For this to work you need to change your interface to be a functional interface. To do this, you just precede the keyword interface with the keyword fun:

fun interface ClickHandler {
    fun onClick()
}

Questions

  1. Write a simple program, with just a main(), which reads in 5 strings from the keyboard into a mutable list. Using a filter with a lambda, create another list which contains only those strings which are not blank (""). Display the filtered list.
  2. Write a method in your University class which finds all students who passed (mark at least 40). It should do this by applying a filter to the student list, returning only those students with a mark of at least 40.

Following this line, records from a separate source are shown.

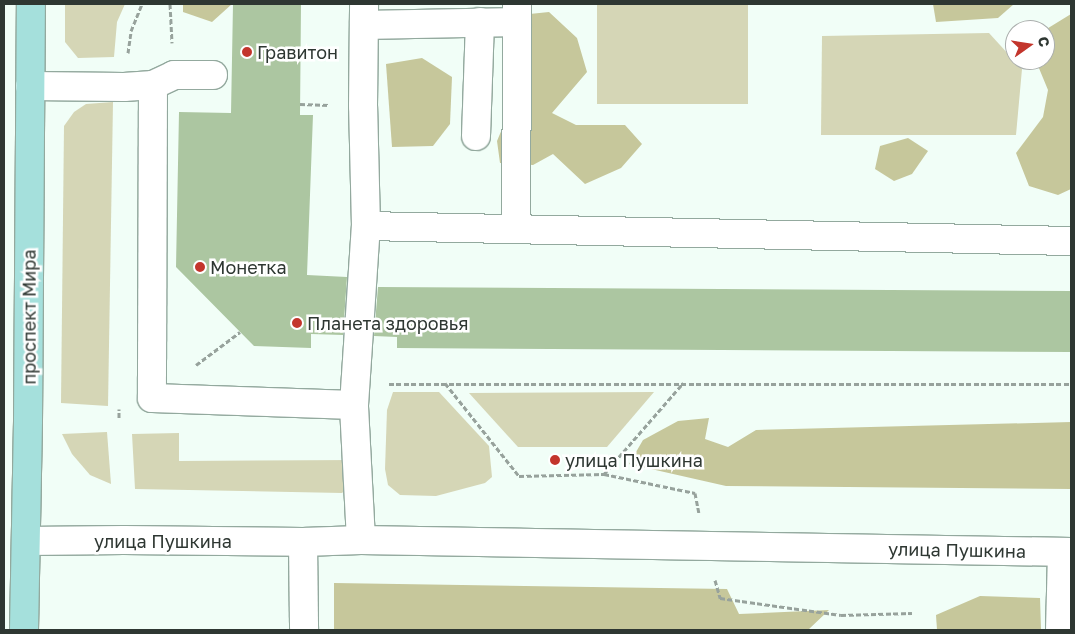 <!DOCTYPE html>
<html>
<head>
<meta charset="utf-8">
<style>
	body { margin:0 }
	#map { position:relative; width:1075px; height:634px; overflow:hidden; background:#f1fef7; font-family:"Golos Text",sans-serif }
	div>[style] { position:absolute }
	[style*='--x'] { left:calc(var(--x)*1px); top:calc(var(--y)*1px); width:calc(var(--w)*1px); rotate:calc(var(--a)*1deg) }
	.green>* { inset:0; background:#d5d6b6; transform-origin:0 0 }
	.forest>* { inset:0; background:#c6c79b }
	.building>* { inset:0; background:#acc6a1 }
	.path>* { height:3px; margin-top:-1.5px; transform-origin:0; background:repeating-linear-gradient(90deg,#97a29c 0 5px,transparent 0 7.5px) }
	.roads { filter:drop-shadow(1px 0 #93a99e) drop-shadow(-1px 0 #93a99e) drop-shadow(0 1px #93a99e) drop-shadow(0 -1px #93a99e) }
	.minor>* { height:28px; margin:-14px; padding:0 14px; transform-origin:14px; border-radius:14px; background:#fff }
	.major>* { height:28px; margin:-14px; padding:0 14px; transform-origin:14px; border-radius:14px; background:#a5e0dc }
	.dots>* { width:14px; height:14px; translate:-50% -50%; box-sizing:border-box; border:2px solid #fff; border-radius:50% }
	span { translate:-50% -50%; white-space:nowrap; text-align:center; line-height:1.15; -webkit-text-stroke:5px #fff; paint-order:stroke }
	.poi-label { font-size:18px; color:#2e3732 }
	.left { translate:0 -50%; text-align:left }
	.street-label { font-size:18px; color:#2e3732 }
	.frame { position:absolute; inset:0; border:5px solid #2e3732; pointer-events:none }
	.north { position:absolute; left:1005px; top:20px; width:50px; height:50px; box-sizing:border-box; background:#fff; border:1px solid #abafad; border-radius:50%; rotate:77deg; font-size:14px; font-weight:700; line-height:20px; text-align:center; color:#2e3732 }
	.north::after { content:''; display:block; margin:auto; width:18px; height:22px; background:#c3352c; clip-path:polygon(50% 0,100% 100%,50% 72%,0 100%) }
</style>
</head>
<body>
<div id="map">
	<div class="green">
		<div style="clip-path:polygon(65px 4px,125px 4px,117px 22px,114px 57px,78px 58px,65px 42px)"></div>
		<div style="left:597px;top:4px;width:151px;height:100px"></div>
		<div style="clip-path:polygon(989px 33px,1022px 69px,1016px 135px,821px 135px,822px 36px)"></div>
		<div style="clip-path:polygon(113px 102px,108px 406px,61px 403px,64px 126px,74px 112px,86px 104px)"></div>
		<div style="clip-path:polygon(393px 392px,439px 392px,489px 446px,492px 477px,485px 483px,436px 496px,400px 495px,388px 485px,385px 469px,387px 410px)"></div>
		<div style="clip-path:polygon(654px 392px,607px 447px,518px 447px,469px 393px)"></div>
		<div style="clip-path:polygon(107px 432px,111px 484px,90px 475px,72px 454px,62px 434px)"></div>
		<div style="clip-path:polygon(179px 433px,179px 461px,359px 460px,357px 479px,342px 493px,135px 489px,132px 434px)"></div>
	</div>
	<div class="forest">
		<div style="clip-path:polygon(183px 4px,232px 4px,212px 22px,183px 12px)"></div>
		<div style="clip-path:polygon(933px 4px,1014px 4px,998px 18px,936px 22px)"></div>
		<div style="clip-path:polygon(549px 12px,577px 38px,587px 72px,552px 113px,576px 125px,625px 125px,642px 144px,621px 168px,585px 184px,553px 154px,533px 165px,500px 163px,497px 141px,515px 98px,520px 15px)"></div>
		<div style="clip-path:polygon(1071px 14px,1071px 189px,1058px 195px,1029px 186px,1016px 153px,1043px 117px,1048px 90px,1036px 61px,1045px 60px,1045px 30px)"></div>
		<div style="clip-path:polygon(422px 58px,452px 77px,450px 124px,433px 146px,392px 147px,386px 64px)"></div>
		<div style="clip-path:polygon(908px 138px,928px 151px,912px 174px,894px 181px,875px 169px,880px 146px)"></div>
		<div style="clip-path:polygon(709px 418px,705px 439px,728px 447px,756px 430px,1071px 422px,1071px 489px,726px 486px,629px 464px,643px 440px,678px 421px)"></div>
		<div style="clip-path:polygon(334px 583px,727px 589px,739px 614px,829px 610px,808px 630px,334px 630px)"></div>
		<div style="clip-path:polygon(980px 596px,1040px 598px,1041px 630px,937px 630px,936px 615px)"></div>
	</div>
	<div class="building">
		<div style="clip-path:polygon(233px 4px,301px 4px,300px 115px,313px 115px,307px 275px,347px 277px,343px 335px,311px 334px,311px 348px,254px 346px,176px 267px,179px 112px,231px 113px)"></div>
		<div style="clip-path:polygon(378px 287px,1071px 291px,1071px 352px,397px 348px,397px 337px,374px 336px)"></div>
	</div>
	<div class="path">
		<div style="--x:170;--y:4;--w:39;--a:87"></div>
		<div style="--x:128;--y:53;--w:22;--a:-82"></div>
		<div style="--x:131;--y:31;--w:29;--a:-68"></div>
		<div style="--x:300;--y:104;--w:29;--a:2"></div>
		<div style="--x:196;--y:365;--w:55;--a:-36.9"></div>
		<div style="--x:445;--y:383;--w:119;--a:51.5"></div>
		<div style="--x:519;--y:476;--w:85;--a:-1.3"></div>
		<div style="--x:604;--y:474;--w:93;--a:11.8"></div>
		<div style="--x:695;--y:493;--w:20;--a:79"></div>
		<div style="--x:389;--y:384;--w:682;--a:0"></div>
		<div style="--x:119;--y:418;--w:9;--a:-90"></div>
		<div style="--x:604;--y:474;--w:121;--a:-49"></div>
		<div style="--x:715;--y:580;--w:19;--a:74"></div>
		<div style="--x:720;--y:598;--w:122;--a:8"></div>
		<div style="--x:841;--y:615;--w:71;--a:-1.6"></div>
	</div>
	<div class="roads">
		<div class="minor">
			<div style="--x:364;--y:25;--w:153;--a:-1.1"></div>
			<div style="--x:153;--y:85;--w:313;--a:90.2"></div>
			<div style="--x:152;--y:398;--w:202;--a:2"></div>
			<div style="--x:30;--y:86;--w:94;--a:0.6"></div>
			<div style="--x:124;--y:87;--w:29;--a:-4"></div>
			<div style="--x:153;--y:85;--w:23;--a:-25"></div>
			<div style="--x:174;--y:75;--w:39;--a:0"></div>
			<div style="--x:476;--y:136;--w:114;--a:-88"></div>
			<div style="--x:366;--y:226;--w:705;--a:1.22"></div>
			<div style="--x:516;--y:229;--w:225;--a:-89.7"></div>
			<div style="--x:361;--y:540;--w:135;--a:-93"></div>
			<div style="--x:354;--y:405;--w:179;--a:-86.2"></div>
			<div style="--x:366;--y:226;--w:120;--a:-91.4"></div>
			<div style="--x:363;--y:106;--w:102;--a:-89.4"></div>
			<div style="--x:26;--y:541;--w:98;--a:-0.6"></div>
			<div style="--x:124;--y:540;--w:179;--a:0.6"></div>
			<div style="--x:303;--y:542;--w:58;--a:-2"></div>
			<div style="--x:361;--y:540;--w:710;--a:0.97"></div>
			<div style="--x:303;--y:542;--w:88;--a:89.3"></div>
			<div style="--x:1060;--y:630;--w:78;--a:-88.5"></div>
		</div>
		<div class="major">
			<div style="--x:24;--y:630;--w:210;--a:-88.9"></div>
			<div style="--x:28;--y:420;--w:416;--a:-89.6"></div>
		</div>
	</div>
	<div class="dots">
		<div style="left:247px;top:52px;background:#c3352c"></div>
		<div style="left:200px;top:267px;background:#c3352c"></div>
		<div style="left:297px;top:323px;background:#c3352c"></div>
		<div style="left:555px;top:460px;background:#c3352c"></div>
	</div>
	<div class="poi-label">
		<span class="left" style="left:257px;top:52px">Гравитон</span>
		<span class="left" style="left:210px;top:267px">Монетка</span>
		<span class="left" style="left:307px;top:323px">Планета здоровья</span>
		<span class="left" style="left:565px;top:460px">улица Пушкина</span>
	</div>
	<div class="street-label">
		<span style="left:29px;top:317px;rotate:-90deg">проспект Мира</span>
		<span style="left:163px;top:541px">улица Пушкина</span>
		<span style="left:957px;top:550px;rotate:1deg">улица Пушкина</span>
	</div>
	<div class="frame"></div>
	<div class="north">С</div>
</div>
</body>
</html>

  3. Write a method in University called getStudentNames(). This should return a list of names of all students at the university (i.e. it should be a list of strings). Use a mapping to do this.
  4. At:
    https://github.com/nwcourses/com534-topic6-starter
    is another version of the University project. You are going to simulate event handling by using an event handler interface called MenuHandler which handles the "event" of the user selecting a menu option.
    • Note how the TuiApplication class (which represents the application as a whole, and is created from main) is implementing the MenuHandler interface, so it can act as the handler for each menu item.

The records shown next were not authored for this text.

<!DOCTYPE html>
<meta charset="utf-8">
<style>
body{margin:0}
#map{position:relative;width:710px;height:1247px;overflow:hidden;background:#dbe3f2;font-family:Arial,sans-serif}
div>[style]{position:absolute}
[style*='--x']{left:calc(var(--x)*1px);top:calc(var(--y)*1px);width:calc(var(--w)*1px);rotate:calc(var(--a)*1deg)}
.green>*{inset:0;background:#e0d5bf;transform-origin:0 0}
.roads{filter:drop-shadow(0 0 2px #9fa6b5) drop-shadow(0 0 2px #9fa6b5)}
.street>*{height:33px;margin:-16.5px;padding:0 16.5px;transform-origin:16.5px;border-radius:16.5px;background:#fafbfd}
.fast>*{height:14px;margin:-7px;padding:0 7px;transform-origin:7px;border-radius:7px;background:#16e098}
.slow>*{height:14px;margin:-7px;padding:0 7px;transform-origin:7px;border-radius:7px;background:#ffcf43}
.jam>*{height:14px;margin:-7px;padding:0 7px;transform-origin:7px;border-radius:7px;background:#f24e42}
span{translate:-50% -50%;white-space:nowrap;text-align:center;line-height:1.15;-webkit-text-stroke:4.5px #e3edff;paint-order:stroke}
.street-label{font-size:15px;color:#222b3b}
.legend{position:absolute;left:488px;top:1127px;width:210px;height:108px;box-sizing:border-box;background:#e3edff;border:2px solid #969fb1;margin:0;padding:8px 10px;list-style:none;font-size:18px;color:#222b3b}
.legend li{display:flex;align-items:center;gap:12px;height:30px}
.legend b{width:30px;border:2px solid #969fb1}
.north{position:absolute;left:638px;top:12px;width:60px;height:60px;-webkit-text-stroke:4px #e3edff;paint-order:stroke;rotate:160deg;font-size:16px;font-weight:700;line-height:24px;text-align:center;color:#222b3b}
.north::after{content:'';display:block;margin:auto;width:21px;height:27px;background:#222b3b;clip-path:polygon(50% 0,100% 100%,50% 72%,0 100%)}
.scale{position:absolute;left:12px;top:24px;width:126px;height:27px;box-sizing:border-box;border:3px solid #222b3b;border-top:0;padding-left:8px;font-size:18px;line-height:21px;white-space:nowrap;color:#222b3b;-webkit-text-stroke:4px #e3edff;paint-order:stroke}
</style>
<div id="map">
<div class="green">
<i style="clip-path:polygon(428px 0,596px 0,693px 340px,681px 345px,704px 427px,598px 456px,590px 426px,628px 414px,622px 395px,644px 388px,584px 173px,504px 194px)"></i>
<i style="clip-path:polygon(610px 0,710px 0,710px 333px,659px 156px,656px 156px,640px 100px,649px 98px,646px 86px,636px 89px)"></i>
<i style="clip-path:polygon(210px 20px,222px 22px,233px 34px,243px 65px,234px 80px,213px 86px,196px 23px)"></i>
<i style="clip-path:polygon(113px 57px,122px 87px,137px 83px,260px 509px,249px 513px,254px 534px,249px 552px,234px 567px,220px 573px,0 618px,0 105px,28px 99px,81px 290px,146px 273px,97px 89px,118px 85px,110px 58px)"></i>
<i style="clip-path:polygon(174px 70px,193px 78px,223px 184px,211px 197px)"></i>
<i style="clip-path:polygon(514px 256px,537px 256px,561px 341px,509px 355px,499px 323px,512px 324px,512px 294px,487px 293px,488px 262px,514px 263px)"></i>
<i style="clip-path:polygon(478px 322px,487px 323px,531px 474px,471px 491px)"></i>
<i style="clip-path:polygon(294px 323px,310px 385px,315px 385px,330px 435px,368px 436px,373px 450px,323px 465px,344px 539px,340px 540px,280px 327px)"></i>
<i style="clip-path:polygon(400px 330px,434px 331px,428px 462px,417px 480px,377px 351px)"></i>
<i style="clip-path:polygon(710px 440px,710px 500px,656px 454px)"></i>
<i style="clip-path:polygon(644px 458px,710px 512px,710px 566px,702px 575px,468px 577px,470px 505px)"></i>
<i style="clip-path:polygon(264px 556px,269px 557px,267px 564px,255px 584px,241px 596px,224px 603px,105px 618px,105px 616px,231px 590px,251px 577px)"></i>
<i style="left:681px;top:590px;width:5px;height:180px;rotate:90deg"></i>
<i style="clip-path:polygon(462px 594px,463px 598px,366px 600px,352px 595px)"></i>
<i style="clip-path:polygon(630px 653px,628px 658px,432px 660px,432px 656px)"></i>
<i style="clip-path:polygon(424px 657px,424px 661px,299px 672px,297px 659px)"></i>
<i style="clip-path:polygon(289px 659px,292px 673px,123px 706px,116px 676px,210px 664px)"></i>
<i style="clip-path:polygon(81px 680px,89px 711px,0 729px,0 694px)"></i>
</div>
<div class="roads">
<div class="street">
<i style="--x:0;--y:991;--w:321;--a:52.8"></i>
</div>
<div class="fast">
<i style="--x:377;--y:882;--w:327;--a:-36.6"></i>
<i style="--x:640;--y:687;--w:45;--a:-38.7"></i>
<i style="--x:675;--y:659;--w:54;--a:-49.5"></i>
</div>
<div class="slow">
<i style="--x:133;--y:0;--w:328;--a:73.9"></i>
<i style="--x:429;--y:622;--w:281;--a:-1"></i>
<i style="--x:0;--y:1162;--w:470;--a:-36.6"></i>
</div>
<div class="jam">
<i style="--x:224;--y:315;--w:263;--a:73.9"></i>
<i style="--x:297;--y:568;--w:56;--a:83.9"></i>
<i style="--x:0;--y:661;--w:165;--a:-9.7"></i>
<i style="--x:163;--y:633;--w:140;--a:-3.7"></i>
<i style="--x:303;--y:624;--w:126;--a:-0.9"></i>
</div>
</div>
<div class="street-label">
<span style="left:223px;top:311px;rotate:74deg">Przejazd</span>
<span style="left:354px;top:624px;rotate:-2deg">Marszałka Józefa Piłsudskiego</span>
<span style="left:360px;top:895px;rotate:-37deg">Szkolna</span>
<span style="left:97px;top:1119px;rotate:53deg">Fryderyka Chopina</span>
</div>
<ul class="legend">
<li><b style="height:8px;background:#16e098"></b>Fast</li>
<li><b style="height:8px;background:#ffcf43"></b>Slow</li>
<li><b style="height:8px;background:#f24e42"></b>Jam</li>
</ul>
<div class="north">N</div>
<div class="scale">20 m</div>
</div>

    • Secondly write, inside TuiApplication, the onMenuItemSelected() method to handle the user selecting a particular menu option. This receives a parameter of the number of the menu item being selected, so you should use a when statement to test the number and run the appropriate code. The three items of functionality (add a student, search by ID, search by name) are provided in the code already, but you need to link them to the onMenuItemSelected().
    • Using anonymous classes, change your code to write three separate handler objects for each menu item in separate anonymous class objects, as shown in the notes. Each handler object should, inside its onMenuItemSelected(), include the appropriate functionality (add a student, search by ID, search by name). It can now ignore the choice parameter (why?)
    • Finally change your code again to use a lambda, with SAM conversions, for each event handler.